An unknown number of civilians were also taken. AP journalists saw four taken from the kibbutz of Kfar Azza, including two women. In Gaza, a black jeep pulled to a stop and, when the rear door opened, a young Israeli woman stumbled out, bleeding from the head and with her hands tied behind her back. A man waving a gun in the air grabbed her by the hair and pushed her into the vehicle’s back seat. Israeli TV reported that workers from Thailand and the Philippines were also among the captives.

A Gaza ground assault to come?

Earlier in the day, Netanyahu vowed that Hamas “will pay an unprecedented price.”

A major question now is whether Israel will launch a ground assault into Gaza — a move that in the past has brought intensified casualties.

Israel’s military was bringing four divisions of troops as well as tanks to the Gaza border, joining 31 battalions already in the area, an army spokesperson said.

Men with guns stand in front of a burning tank.

Palestinians stand near an Israeli tank after crossing the border fence with Israel from Khan Yunis, in the southern Gaza Strip, on Saturday. (Said Khatib/AFP/Getty Images)

In Gaza, much of the population was thrown into darkness after nightfall, as electrical supplies from Israel were cut off.

Hamas said it had planned for a potentially long fight.

“We are prepared for all options, including all-out war,” the deputy head of the Hamas political bureau, Saleh al-Arouri, told Al-Jazeera TV. “We are ready to do whatever is necessary for the dignity and freedom of our people.”
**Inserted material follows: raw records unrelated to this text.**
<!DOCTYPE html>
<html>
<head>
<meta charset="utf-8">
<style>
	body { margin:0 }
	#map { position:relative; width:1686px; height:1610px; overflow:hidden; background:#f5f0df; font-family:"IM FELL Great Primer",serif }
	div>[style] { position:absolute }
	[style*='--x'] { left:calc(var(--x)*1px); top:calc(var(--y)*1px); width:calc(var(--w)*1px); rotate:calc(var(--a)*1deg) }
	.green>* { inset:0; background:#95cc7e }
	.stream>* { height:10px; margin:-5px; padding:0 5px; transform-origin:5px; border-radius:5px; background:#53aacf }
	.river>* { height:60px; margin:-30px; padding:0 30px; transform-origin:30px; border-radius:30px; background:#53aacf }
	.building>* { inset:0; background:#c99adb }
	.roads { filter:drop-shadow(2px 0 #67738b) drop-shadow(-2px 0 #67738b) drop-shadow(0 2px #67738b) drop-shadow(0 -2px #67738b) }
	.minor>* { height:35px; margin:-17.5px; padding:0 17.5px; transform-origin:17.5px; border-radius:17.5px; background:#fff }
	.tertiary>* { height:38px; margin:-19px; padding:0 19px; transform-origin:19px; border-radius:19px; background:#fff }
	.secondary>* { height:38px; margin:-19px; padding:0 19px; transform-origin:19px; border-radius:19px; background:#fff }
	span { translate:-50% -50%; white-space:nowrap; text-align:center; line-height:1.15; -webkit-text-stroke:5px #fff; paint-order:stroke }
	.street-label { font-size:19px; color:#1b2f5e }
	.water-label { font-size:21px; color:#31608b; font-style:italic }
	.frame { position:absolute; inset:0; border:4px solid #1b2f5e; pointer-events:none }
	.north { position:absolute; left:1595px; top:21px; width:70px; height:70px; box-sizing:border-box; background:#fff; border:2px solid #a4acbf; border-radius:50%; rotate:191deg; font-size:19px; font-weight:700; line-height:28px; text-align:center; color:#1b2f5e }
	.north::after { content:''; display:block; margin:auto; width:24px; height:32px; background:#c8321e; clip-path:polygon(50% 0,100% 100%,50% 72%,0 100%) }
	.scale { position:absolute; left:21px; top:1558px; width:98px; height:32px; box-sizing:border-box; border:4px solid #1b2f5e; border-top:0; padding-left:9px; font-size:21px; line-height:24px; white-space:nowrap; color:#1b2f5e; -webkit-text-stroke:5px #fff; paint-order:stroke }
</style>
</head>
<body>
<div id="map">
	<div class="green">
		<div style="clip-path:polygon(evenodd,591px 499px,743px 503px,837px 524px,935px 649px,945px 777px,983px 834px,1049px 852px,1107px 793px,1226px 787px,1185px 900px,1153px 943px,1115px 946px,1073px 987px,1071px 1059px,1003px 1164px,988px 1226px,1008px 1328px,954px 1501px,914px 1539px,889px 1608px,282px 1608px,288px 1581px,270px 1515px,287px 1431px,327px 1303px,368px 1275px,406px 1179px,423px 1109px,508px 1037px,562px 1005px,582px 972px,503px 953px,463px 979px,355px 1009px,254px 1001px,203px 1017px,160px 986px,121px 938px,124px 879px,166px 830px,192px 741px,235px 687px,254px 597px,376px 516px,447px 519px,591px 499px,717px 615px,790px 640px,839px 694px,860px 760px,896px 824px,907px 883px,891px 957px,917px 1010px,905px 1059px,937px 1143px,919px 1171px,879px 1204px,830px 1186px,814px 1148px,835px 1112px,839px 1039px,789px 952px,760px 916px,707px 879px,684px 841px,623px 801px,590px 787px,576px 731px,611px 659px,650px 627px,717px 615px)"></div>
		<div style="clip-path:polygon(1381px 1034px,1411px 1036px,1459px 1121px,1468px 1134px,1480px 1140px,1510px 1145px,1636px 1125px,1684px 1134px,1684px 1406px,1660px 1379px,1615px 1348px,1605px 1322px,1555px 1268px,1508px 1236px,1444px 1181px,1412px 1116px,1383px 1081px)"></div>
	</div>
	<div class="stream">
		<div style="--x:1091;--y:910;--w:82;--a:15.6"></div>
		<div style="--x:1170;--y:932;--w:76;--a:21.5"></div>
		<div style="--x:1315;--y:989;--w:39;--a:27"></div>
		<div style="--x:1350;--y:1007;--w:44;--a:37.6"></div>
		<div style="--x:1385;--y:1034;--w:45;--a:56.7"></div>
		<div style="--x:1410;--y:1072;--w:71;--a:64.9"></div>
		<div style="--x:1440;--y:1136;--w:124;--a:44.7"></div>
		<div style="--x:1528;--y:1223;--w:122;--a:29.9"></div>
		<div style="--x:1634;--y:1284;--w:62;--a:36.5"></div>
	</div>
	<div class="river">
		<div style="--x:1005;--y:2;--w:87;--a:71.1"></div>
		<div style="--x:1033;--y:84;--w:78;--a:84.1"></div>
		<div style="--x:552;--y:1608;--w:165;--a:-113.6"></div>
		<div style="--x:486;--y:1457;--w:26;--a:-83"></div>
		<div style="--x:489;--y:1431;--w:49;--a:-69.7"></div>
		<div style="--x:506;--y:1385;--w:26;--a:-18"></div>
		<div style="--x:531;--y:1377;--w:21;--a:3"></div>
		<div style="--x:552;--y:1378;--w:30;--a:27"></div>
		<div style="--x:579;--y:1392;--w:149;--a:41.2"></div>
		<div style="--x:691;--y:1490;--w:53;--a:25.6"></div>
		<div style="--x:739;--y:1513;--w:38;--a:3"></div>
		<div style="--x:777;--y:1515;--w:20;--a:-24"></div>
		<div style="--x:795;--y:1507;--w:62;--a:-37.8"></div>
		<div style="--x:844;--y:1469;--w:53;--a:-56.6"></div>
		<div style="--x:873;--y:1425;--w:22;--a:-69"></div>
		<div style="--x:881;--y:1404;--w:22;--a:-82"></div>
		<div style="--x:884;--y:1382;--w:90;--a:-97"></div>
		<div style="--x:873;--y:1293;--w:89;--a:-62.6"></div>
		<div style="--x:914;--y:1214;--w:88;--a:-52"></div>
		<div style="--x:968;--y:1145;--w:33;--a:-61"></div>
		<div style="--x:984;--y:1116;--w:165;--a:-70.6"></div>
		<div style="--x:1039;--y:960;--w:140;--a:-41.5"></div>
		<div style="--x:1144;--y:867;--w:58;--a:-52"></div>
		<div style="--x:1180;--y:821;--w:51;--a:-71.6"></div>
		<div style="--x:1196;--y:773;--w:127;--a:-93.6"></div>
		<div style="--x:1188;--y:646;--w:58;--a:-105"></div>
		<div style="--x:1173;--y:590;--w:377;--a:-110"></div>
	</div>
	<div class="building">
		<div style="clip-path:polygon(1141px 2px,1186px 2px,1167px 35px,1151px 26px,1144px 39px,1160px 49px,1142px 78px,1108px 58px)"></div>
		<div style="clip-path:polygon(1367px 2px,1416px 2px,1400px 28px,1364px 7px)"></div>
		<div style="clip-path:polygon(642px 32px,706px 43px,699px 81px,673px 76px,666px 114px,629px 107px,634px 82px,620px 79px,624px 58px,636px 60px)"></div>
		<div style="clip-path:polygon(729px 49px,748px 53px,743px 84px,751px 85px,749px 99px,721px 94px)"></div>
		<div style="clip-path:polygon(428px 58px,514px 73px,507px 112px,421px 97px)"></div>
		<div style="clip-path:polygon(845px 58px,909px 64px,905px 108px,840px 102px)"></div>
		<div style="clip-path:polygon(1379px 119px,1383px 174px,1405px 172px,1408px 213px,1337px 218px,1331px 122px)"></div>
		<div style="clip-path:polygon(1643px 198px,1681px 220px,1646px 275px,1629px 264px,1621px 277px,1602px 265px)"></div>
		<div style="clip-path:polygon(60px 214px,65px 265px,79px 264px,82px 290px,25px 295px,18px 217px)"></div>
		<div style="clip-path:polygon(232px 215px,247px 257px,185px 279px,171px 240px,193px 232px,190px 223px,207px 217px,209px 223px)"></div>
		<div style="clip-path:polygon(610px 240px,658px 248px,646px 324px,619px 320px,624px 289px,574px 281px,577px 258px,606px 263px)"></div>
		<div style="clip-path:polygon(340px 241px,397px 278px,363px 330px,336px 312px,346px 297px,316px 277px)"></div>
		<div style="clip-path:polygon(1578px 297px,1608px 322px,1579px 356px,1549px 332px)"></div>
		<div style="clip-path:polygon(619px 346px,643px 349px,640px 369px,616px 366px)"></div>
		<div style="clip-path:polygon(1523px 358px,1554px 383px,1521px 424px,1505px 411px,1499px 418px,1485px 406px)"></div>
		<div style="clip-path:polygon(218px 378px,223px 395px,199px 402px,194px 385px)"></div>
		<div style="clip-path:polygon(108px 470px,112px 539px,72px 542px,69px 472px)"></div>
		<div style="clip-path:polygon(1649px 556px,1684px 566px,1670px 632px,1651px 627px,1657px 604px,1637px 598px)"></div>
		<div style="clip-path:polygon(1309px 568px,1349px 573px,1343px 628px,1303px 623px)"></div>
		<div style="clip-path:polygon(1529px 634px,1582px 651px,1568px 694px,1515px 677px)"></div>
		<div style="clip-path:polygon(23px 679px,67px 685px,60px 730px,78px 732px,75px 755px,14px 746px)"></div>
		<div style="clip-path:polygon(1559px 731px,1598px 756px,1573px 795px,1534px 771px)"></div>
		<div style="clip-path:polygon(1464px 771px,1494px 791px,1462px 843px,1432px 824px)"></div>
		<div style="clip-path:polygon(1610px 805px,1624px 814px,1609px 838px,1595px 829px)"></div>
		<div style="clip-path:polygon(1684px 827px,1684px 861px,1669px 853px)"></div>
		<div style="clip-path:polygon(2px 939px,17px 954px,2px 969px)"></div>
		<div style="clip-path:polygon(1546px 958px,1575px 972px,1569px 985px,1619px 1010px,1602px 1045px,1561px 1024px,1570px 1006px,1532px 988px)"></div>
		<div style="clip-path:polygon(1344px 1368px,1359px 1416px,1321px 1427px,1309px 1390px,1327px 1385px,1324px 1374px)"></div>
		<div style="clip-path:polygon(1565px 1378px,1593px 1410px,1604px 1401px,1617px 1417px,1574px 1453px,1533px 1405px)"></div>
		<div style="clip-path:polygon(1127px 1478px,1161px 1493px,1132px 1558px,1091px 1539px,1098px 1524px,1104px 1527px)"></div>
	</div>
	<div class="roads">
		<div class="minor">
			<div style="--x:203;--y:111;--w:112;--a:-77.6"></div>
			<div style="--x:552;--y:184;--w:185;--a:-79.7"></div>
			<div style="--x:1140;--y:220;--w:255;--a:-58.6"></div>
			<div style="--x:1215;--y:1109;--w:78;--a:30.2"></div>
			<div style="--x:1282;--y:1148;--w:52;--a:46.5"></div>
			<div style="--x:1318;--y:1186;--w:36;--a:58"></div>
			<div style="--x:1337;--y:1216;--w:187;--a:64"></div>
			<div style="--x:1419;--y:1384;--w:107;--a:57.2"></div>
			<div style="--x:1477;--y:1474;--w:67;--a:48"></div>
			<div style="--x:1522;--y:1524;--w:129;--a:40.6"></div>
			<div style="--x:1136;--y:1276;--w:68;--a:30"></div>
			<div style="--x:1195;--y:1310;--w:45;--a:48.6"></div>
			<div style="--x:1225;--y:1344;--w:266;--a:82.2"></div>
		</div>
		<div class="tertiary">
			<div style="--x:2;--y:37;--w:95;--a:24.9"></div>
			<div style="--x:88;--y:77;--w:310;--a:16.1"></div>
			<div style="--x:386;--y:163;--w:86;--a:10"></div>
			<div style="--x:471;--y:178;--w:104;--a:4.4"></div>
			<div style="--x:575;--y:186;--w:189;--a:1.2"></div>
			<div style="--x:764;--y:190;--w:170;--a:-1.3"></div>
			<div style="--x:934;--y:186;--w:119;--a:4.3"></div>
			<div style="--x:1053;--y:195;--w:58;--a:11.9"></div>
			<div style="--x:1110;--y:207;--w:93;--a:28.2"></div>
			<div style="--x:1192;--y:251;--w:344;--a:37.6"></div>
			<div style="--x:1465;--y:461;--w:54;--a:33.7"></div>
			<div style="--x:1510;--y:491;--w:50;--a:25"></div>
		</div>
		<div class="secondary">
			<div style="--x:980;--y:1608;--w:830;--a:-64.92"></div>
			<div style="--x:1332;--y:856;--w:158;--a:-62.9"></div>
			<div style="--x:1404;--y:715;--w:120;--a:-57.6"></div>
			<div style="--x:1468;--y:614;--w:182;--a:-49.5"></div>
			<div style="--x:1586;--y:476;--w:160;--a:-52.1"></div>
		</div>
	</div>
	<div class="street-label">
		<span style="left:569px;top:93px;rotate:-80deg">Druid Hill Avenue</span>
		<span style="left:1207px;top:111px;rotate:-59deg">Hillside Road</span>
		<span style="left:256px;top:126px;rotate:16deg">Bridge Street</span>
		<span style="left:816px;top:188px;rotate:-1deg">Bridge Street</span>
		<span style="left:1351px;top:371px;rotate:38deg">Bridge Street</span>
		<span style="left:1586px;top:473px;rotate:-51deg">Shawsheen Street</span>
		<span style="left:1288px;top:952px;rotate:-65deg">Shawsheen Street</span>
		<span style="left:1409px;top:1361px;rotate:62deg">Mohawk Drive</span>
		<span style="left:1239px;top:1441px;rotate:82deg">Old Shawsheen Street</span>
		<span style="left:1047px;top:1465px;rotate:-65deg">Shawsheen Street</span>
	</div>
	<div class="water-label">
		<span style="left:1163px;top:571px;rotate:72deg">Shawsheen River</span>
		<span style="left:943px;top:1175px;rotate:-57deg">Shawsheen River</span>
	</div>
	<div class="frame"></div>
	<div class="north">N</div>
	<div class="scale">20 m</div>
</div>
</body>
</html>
U.S. President Joe Biden condemned “this appalling assault against Israel.” He spoke with Netanyahu and said Israel “has a right to defend itself and its people,” according to a White House statement.

Saudi Arabia, which has been in talks with the U.S. about normalizing relations with Israel, released a statement calling on both sides to exercise restraint. The kingdom said it had repeatedly warned about “the dangers of the situation exploding as a result of the continued occupation [and] the Palestinian people being deprived of their legitimate rights.”